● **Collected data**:
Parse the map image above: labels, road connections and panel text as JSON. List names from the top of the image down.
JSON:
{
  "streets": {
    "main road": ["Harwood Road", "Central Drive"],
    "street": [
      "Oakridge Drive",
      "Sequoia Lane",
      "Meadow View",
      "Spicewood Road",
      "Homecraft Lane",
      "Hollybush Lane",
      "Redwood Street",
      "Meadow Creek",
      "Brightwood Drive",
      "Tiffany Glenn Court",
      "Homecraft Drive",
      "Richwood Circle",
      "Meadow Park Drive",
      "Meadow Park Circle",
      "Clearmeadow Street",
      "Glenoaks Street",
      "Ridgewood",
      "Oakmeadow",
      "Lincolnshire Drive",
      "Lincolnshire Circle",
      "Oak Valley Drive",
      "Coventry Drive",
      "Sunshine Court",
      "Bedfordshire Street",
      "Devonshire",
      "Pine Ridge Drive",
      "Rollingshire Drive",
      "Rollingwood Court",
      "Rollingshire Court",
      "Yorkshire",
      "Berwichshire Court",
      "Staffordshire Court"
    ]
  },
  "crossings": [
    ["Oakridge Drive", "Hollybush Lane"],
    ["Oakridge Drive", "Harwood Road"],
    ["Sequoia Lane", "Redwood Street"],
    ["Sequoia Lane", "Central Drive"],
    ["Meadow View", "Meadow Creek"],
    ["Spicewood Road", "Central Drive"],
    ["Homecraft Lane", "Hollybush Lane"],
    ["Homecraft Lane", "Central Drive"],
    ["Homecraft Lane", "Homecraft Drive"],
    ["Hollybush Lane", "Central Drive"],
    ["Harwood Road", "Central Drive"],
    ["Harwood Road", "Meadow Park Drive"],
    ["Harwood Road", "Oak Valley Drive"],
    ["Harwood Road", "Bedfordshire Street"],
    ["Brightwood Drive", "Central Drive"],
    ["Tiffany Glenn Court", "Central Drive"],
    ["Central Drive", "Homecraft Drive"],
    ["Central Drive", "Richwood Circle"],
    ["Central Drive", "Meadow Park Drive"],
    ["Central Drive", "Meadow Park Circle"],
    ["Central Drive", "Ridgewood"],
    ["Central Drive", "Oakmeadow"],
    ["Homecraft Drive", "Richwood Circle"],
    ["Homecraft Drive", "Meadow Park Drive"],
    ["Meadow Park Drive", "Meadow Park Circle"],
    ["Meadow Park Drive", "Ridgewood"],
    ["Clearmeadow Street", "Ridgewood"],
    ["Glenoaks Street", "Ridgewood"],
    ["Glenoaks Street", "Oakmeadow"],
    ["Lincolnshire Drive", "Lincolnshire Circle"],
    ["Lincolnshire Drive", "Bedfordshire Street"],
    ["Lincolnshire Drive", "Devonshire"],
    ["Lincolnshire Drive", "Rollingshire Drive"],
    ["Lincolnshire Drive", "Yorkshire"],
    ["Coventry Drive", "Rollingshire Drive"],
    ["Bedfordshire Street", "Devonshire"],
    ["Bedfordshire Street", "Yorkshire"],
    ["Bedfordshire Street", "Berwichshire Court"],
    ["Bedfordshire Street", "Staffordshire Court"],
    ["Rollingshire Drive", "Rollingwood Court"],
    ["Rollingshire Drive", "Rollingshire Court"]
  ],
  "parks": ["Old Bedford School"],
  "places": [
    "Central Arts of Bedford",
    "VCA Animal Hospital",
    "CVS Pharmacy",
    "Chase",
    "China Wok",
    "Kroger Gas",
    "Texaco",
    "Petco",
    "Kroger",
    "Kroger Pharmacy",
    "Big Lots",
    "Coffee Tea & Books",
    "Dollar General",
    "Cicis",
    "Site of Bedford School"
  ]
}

● **Description of the task**: Print the records again in full, exactly as they appear above.

● **Problem solution**:
Parse the map image above: labels, road connections and panel text as JSON. List names from the top of the image down.
JSON:
{
  "streets": {
    "main road": ["Harwood Road", "Central Drive"],
    "street": [
      "Oakridge Drive",
      "Sequoia Lane",
      "Meadow View",
      "Spicewood Road",
      "Homecraft Lane",
      "Hollybush Lane",
      "Redwood Street",
      "Meadow Creek",
      "Brightwood Drive",
      "Tiffany Glenn Court",
      "Homecraft Drive",
      "Richwood Circle",
      "Meadow Park Drive",
      "Meadow Park Circle",
      "Clearmeadow Street",
      "Glenoaks Street",
      "Ridgewood",
      "Oakmeadow",
      "Lincolnshire Drive",
      "Lincolnshire Circle",
      "Oak Valley Drive",
      "Coventry Drive",
      "Sunshine Court",
      "Bedfordshire Street",
      "Devonshire",
      "Pine Ridge Drive",
      "Rollingshire Drive",
      "Rollingwood Court",
      "Rollingshire Court",
      "Yorkshire",
      "Berwichshire Court",
      "Staffordshire Court"
    ]
  },
  "crossings": [
    ["Oakridge Drive", "Hollybush Lane"],
    ["Oakridge Drive", "Harwood Road"],
    ["Sequoia Lane", "Redwood Street"],
    ["Sequoia Lane", "Central Drive"],
    ["Meadow View", "Meadow Creek"],
    ["Spicewood Road", "Central Drive"],
    ["Homecraft Lane", "Hollybush Lane"],
    ["Homecraft Lane", "Central Drive"],
    ["Homecraft Lane", "Homecraft Drive"],
    ["Hollybush Lane", "Central Drive"],
    ["Harwood Road", "Central Drive"],
    ["Harwood Road", "Meadow Park Drive"],
    ["Harwood Road", "Oak Valley Drive"],
    ["Harwood Road", "Bedfordshire Street"],
    ["Brightwood Drive", "Central Drive"],
    ["Tiffany Glenn Court", "Central Drive"],
    ["Central Drive", "Homecraft Drive"],
    ["Central Drive", "Richwood Circle"],
    ["Central Drive", "Meadow Park Drive"],
    ["Central Drive", "Meadow Park Circle"],
    ["Central Drive", "Ridgewood"],
    ["Central Drive", "Oakmeadow"],
    ["Homecraft Drive", "Richwood Circle"],
    ["Homecraft Drive", "Meadow Park Drive"],
    ["Meadow Park Drive", "Meadow Park Circle"],
    ["Meadow Park Drive", "Ridgewood"],
    ["Clearmeadow Street", "Ridgewood"],
    ["Glenoaks Street", "Ridgewood"],
    ["Glenoaks Street", "Oakmeadow"],
    ["Lincolnshire Drive", "Lincolnshire Circle"],
    ["Lincolnshire Drive", "Bedfordshire Street"],
    ["Lincolnshire Drive", "Devonshire"],
    ["Lincolnshire Drive", "Rollingshire Drive"],
    ["Lincolnshire Drive", "Yorkshire"],
    ["Coventry Drive", "Rollingshire Drive"],
    ["Bedfordshire Street", "Devonshire"],
    ["Bedfordshire Street", "Yorkshire"],
    ["Bedfordshire Street", "Berwichshire Court"],
    ["Bedfordshire Street", "Staffordshire Court"],
    ["Rollingshire Drive", "Rollingwood Court"],
    ["Rollingshire Drive", "Rollingshire Court"]
  ],
  "parks": ["Old Bedford School"],
  "places": [
    "Central Arts of Bedford",
    "VCA Animal Hospital",
    "CVS Pharmacy",
    "Chase",
    "China Wok",
    "Kroger Gas",
    "Texaco",
    "Petco",
    "Kroger",
    "Kroger Pharmacy",
    "Big Lots",
    "Coffee Tea & Books",
    "Dollar General",
    "Cicis",
    "Site of Bedford School"
  ]
}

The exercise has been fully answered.